Records drawn from a dataset:
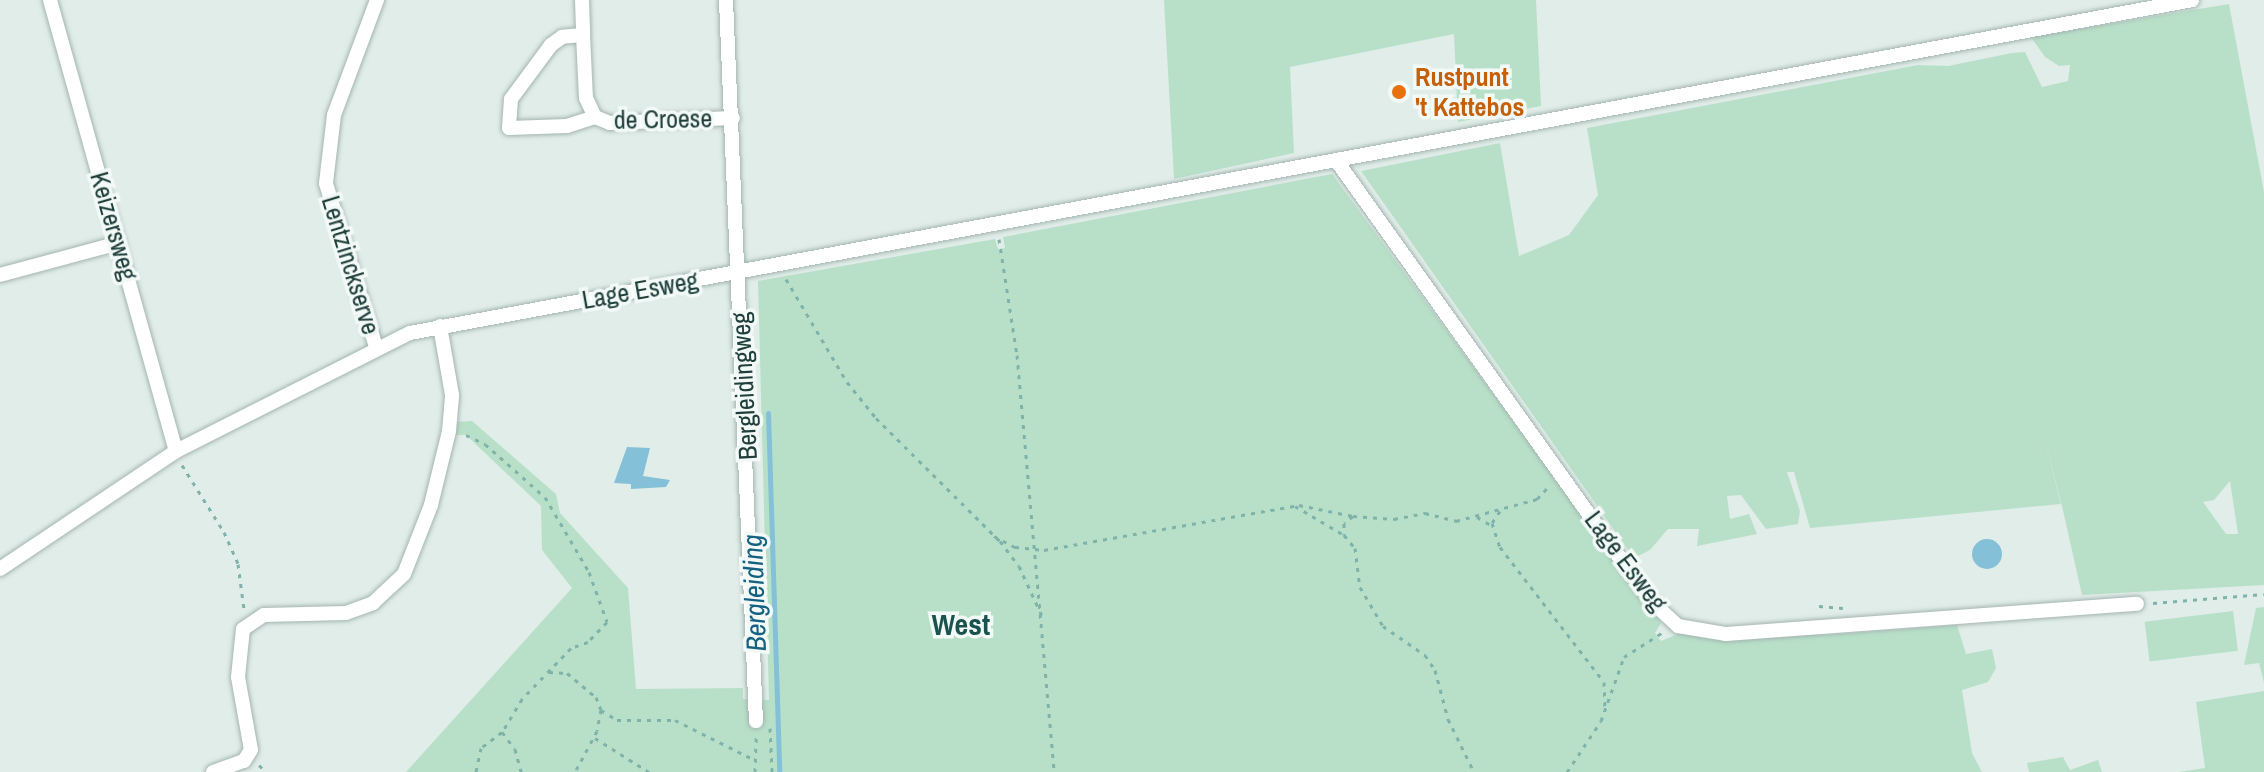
<!DOCTYPE html>
<html>
<head>
<meta charset="utf-8">
<style>
  body { margin:0 }
  #map { position:relative; width:2264px; height:772px; overflow:hidden; background:#e1ede9; font-family:"Archivo Narrow",sans-serif }
  div>[style] { position:absolute }
  [style*='--x'] { left:calc(var(--x)*1px); top:calc(var(--y)*1px); width:calc(var(--w)*1px); rotate:calc(var(--a)*1deg) }
  .green>* { inset:0; background:#b8e0c8; transform-origin:0 0 }
  .water>* { inset:0; background:#84c0d7 }
  .round { border-radius:50% }
  .stream>* { height:5px; margin:-2.5px; padding:0 2.5px; transform-origin:2.5px; border-radius:2.5px; background:#84c0d7 }
  .path>* { height:3px; margin-top:-1.5px; transform-origin:0; background:repeating-linear-gradient(90deg,#7fb3aa 0 4px,transparent 0 10px) }
  .roads { filter:drop-shadow(0 0 2px #a3b5b1) drop-shadow(0 0 2px #a3b5b1) }
  .minor>* { height:14px; margin:-7px; padding:0 7px; transform-origin:7px; border-radius:7px; background:#fff }
  .dots>* { width:22px; height:22px; translate:-50% -50%; box-sizing:border-box; border:4px solid #f2f9f6; border-radius:50% }
  span { translate:-50% -50%; white-space:nowrap; text-align:center; line-height:1.15; -webkit-text-stroke:7px #f2f9f6; paint-order:stroke }
  .food-label { font-size:26px; color:#c56008; font-weight:700 }
  .left { translate:0 -50%; text-align:left }
  .street-label { font-size:26px; color:#203f3b }
  .water-label { font-size:28px; color:#146181; font-style:italic }
  .quarter-label { font-size:30px; color:#1a534d; font-weight:700 }
</style>
</head>
<body>
<div id="map">
  <div class="green">
    <div style="clip-path:polygon(1164px 0,1536px 0,1541px 106px,1458px 122px,1454px 34px,1290px 67px,1294px 153px,1174px 179px)"></div>
    <div style="clip-path:polygon(evenodd,2229px 4px,2264px 192px,2264px 585px,2082px 595px,2062px 506px,2043px 433px,2061px 504px,1810px 528px,1794px 472px,1787px 472px,1800px 511px,1798px 524px,1766px 529px,1741px 495px,1727px 496px,1730px 519px,1749px 514px,1757px 534px,1697px 546px,1699px 529px,1668px 529px,1650px 550px,1634px 558px,1361px 171px,1500px 143px,1519px 256px,1569px 235px,1598px 195px,1587px 128px,1918px 65px,1948px 66px,2012px 53px,2025px 52px,2042px 87px,2068px 81px,2070px 65px,2059px 66px,2045px 57px,2031px 37px,2229px 4px,2230px 481px,2238px 534px,2226px 534px,2203px 502px,2214px 500px,2230px 481px)"></div>
    <div style="clip-path:polygon(1332px 174px,1661px 623px,1655px 633px,1661px 641px,1678px 634px,1824px 635px,1957px 625px,1966px 654px,1992px 649px,1996px 668px,1988px 682px,1962px 690px,1972px 753px,1982px 772px,406px 772px,572px 588px,542px 550px,541px 506px,466px 435px,451px 435px,453px 422px,472px 421px,556px 494px,560px 513px,628px 588px,636px 689px,743px 688px,743px 699px,769px 700px,758px 281px,995px 239px,998px 249px,1005px 248px,1003px 237px)"></div>
    <div style="clip-path:polygon(2264px 607px,2264px 683px,2259px 663px,2244px 665px,2256px 608px)"></div>
    <div style="left:2233px;top:611px;width:40px;height:89px;rotate:83deg"></div>
    <div style="clip-path:polygon(2264px 691px,2264px 772px,2179px 772px,2205px 768px,2196px 702px)"></div>
    <div style="clip-path:polygon(2063px 757px,2070px 770px,2098px 760px,2102px 772px,2029px 772px,2027px 763px)"></div>
  </div>
  <div class="water">
    <div style="clip-path:polygon(627px 447px,650px 448px,643px 476px,670px 480px,666px 487px,631px 489px,631px 484px,614px 483px)"></div>
    <div class="round" style="left:1972px;top:539px;width:30px;height:30px"></div>
  </div>
  <div class="stream">
    <div style="--x:768;--y:413;--w:359;--a:88.2"></div>
  </div>
  <div class="path">
    <div style="--x:999;--y:239;--w:117;--a:81.2"></div>
    <div style="--x:1017;--y:355;--w:419;--a:84.9"></div>
    <div style="--x:786;--y:279;--w:120;--a:59.4"></div>
    <div style="--x:847;--y:382;--w:46;--a:51.1"></div>
    <div style="--x:876;--y:418;--w:175;--a:44.8"></div>
    <div style="--x:1000;--y:541;--w:31;--a:53"></div>
    <div style="--x:1019;--y:566;--w:55;--a:65.3"></div>
    <div style="--x:466;--y:435;--w:21;--a:25"></div>
    <div style="--x:485;--y:444;--w:80;--a:41.5"></div>
    <div style="--x:545;--y:497;--w:87;--a:59.6"></div>
    <div style="--x:589;--y:572;--w:53;--a:70.2"></div>
    <div style="--x:607;--y:622;--w:28;--a:134"></div>
    <div style="--x:588;--y:642;--w:18;--a:161"></div>
    <div style="--x:571;--y:648;--w:71;--a:133.9"></div>
    <div style="--x:522;--y:699;--w:39;--a:121"></div>
    <div style="--x:502;--y:732;--w:26;--a:143"></div>
    <div style="--x:481;--y:748;--w:25;--a:102"></div>
    <div style="--x:182;--y:465;--w:79;--a:57.9"></div>
    <div style="--x:224;--y:532;--w:35;--a:66"></div>
    <div style="--x:238;--y:564;--w:45;--a:82.4"></div>
    <div style="--x:1295;--y:506;--w:57;--a:30.6"></div>
    <div style="--x:1500;--y:511;--w:14;--a:124"></div>
    <div style="--x:1492;--y:523;--w:25;--a:72"></div>
    <div style="--x:1500;--y:547;--w:170;--a:52.4"></div>
    <div style="--x:1604;--y:682;--w:26;--a:88"></div>
    <div style="--x:1353;--y:516;--w:11;--a:142"></div>
    <div style="--x:1344;--y:523;--w:12;--a:90"></div>
    <div style="--x:1344;--y:535;--w:17;--a:50"></div>
    <div style="--x:1355;--y:548;--w:39;--a:83"></div>
    <div style="--x:1360;--y:587;--w:45;--a:59.5"></div>
    <div style="--x:1383;--y:626;--w:51;--a:34.6"></div>
    <div style="--x:1425;--y:655;--w:18;--a:56"></div>
    <div style="--x:1435;--y:670;--w:51;--a:75.1"></div>
    <div style="--x:1448;--y:719;--w:59;--a:63.9"></div>
    <div style="--x:1477;--y:517;--w:16;--a:30"></div>
    <div style="--x:994;--y:536;--w:24;--a:28"></div>
    <div style="--x:1015;--y:547;--w:29;--a:6"></div>
    <div style="--x:1044;--y:550;--w:259;--a:-10"></div>
    <div style="--x:1299;--y:505;--w:55;--a:11.5"></div>
    <div style="--x:1353;--y:516;--w:41;--a:4.2"></div>
    <div style="--x:1394;--y:519;--w:32;--a:-11"></div>
    <div style="--x:1425;--y:513;--w:32;--a:14"></div>
    <div style="--x:1456;--y:521;--w:84;--a:-15.2"></div>
    <div style="--x:1537;--y:499;--w:16;--a:-47"></div>
    <div style="--x:2153;--y:603;--w:111;--a:-4.6"></div>
    <div style="--x:1819;--y:606;--w:24;--a:5"></div>
    <div style="--x:549;--y:672;--w:18;--a:3"></div>
    <div style="--x:567;--y:673;--w:38;--a:40"></div>
    <div style="--x:596;--y:697;--w:14;--a:69"></div>
    <div style="--x:601;--y:710;--w:21;--a:101"></div>
    <div style="--x:597;--y:731;--w:47;--a:118.2"></div>
    <div style="--x:601;--y:710;--w:19;--a:32"></div>
    <div style="--x:617;--y:720;--w:58;--a:0"></div>
    <div style="--x:675;--y:720;--w:89;--a:26.6"></div>
    <div style="--x:770;--y:728;--w:44;--a:87.4"></div>
    <div style="--x:502;--y:732;--w:21;--a:53"></div>
    <div style="--x:515;--y:749;--w:24;--a:75"></div>
    <div style="--x:595;--y:738;--w:64;--a:32.2"></div>
    <div style="--x:259;--y:765;--w:10;--a:45"></div>
    <div style="--x:755;--y:772;--w:36;--a:-88"></div>
    <div style="--x:1567;--y:772;--w:61;--a:-56.3"></div>
    <div style="--x:1601;--y:721;--w:68;--a:-70.2"></div>
    <div style="--x:1624;--y:657;--w:46;--a:-32.7"></div>
  </div>
  <div class="roads">
    <div class="minor">
      <div style="--x:50;--y:0;--w:468;--a:74.4"></div>
      <div style="--x:582;--y:0;--w:35;--a:88"></div>
      <div style="--x:583;--y:35;--w:21;--a:175"></div>
      <div style="--x:562;--y:37;--w:14;--a:144"></div>
      <div style="--x:551;--y:45;--w:67;--a:126.5"></div>
      <div style="--x:511;--y:99;--w:29;--a:94"></div>
      <div style="--x:509;--y:128;--w:58;--a:-2"></div>
      <div style="--x:567;--y:126;--w:29;--a:-18"></div>
      <div style="--x:595;--y:117;--w:16;--a:22"></div>
      <div style="--x:610;--y:123;--w:123;--a:-2.3"></div>
      <div style="--x:726;--y:0;--w:722;--a:87.62"></div>
      <div style="--x:583;--y:35;--w:63;--a:87.3"></div>
      <div style="--x:586;--y:98;--w:21;--a:65"></div>
      <div style="--x:1336;--y:160;--w:541;--a:54.49"></div>
      <div style="--x:1650;--y:600;--w:38;--a:43"></div>
      <div style="--x:1678;--y:626;--w:49;--a:9.5"></div>
      <div style="--x:1726;--y:634;--w:412;--a:-4.2"></div>
      <div style="--x:0;--y:275;--w:123;--a:-15.1"></div>
      <div style="--x:376;--y:347;--w:171;--a:-107"></div>
      <div style="--x:326;--y:183;--w:68;--a:-83.3"></div>
      <div style="--x:334;--y:115;--w:123;--a:-69.5"></div>
      <div style="--x:0;--y:569;--w:212;--a:-33.8"></div>
      <div style="--x:176;--y:451;--w:262;--a:-26.8"></div>
      <div style="--x:410;--y:333;--w:1813;--a:-10.58"></div>
      <div style="--x:213;--y:772;--w:33;--a:-20"></div>
      <div style="--x:244;--y:761;--w:13;--a:-58"></div>
      <div style="--x:251;--y:750;--w:74;--a:-100.1"></div>
      <div style="--x:238;--y:677;--w:48;--a:-84.1"></div>
      <div style="--x:243;--y:629;--w:25;--a:-34"></div>
      <div style="--x:264;--y:615;--w:82;--a:-1.4"></div>
      <div style="--x:346;--y:613;--w:29;--a:-20"></div>
      <div style="--x:373;--y:603;--w:42;--a:-43.1"></div>
      <div style="--x:404;--y:574;--w:74;--a:-68.6"></div>
      <div style="--x:431;--y:505;--w:76;--a:-76.3"></div>
      <div style="--x:449;--y:431;--w:36;--a:-85"></div>
      <div style="--x:452;--y:395;--w:70;--a:-99.9"></div>
    </div>
  </div>
  <div class="dots">
    <div style="left:1399px;top:92px;background:#e8710a"></div>
  </div>
  <div class="food-label">
    <span class="left" style="left:1415px;top:92px">Rustpunt<br>'t Kattebos</span>
  </div>
  <div class="street-label">
    <span style="left:663px;top:119px;rotate:-1deg">de Croese</span>
    <span style="left:114px;top:226px;rotate:74deg">Keizersweg</span>
    <span style="left:351px;top:265px;rotate:73deg">Lentzinckserve</span>
    <span style="left:640px;top:290px;rotate:-10deg">Lage Esweg</span>
    <span style="left:744px;top:386px;rotate:-93deg">Bergleidingweg</span>
    <span style="left:1626px;top:561px;rotate:53deg">Lage Esweg</span>
  </div>
  <div class="water-label">
    <span style="left:754px;top:593px;rotate:-92deg">Bergleiding</span>
  </div>
  <div class="quarter-label">
    <span style="left:961px;top:624px">West</span>
  </div>
</div>
</body>
</html>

WHAT YOU HAVE TO DO
Within the records above, how many lines include the word "transform"? Only the number is wanted.

ANSWER SPACE
4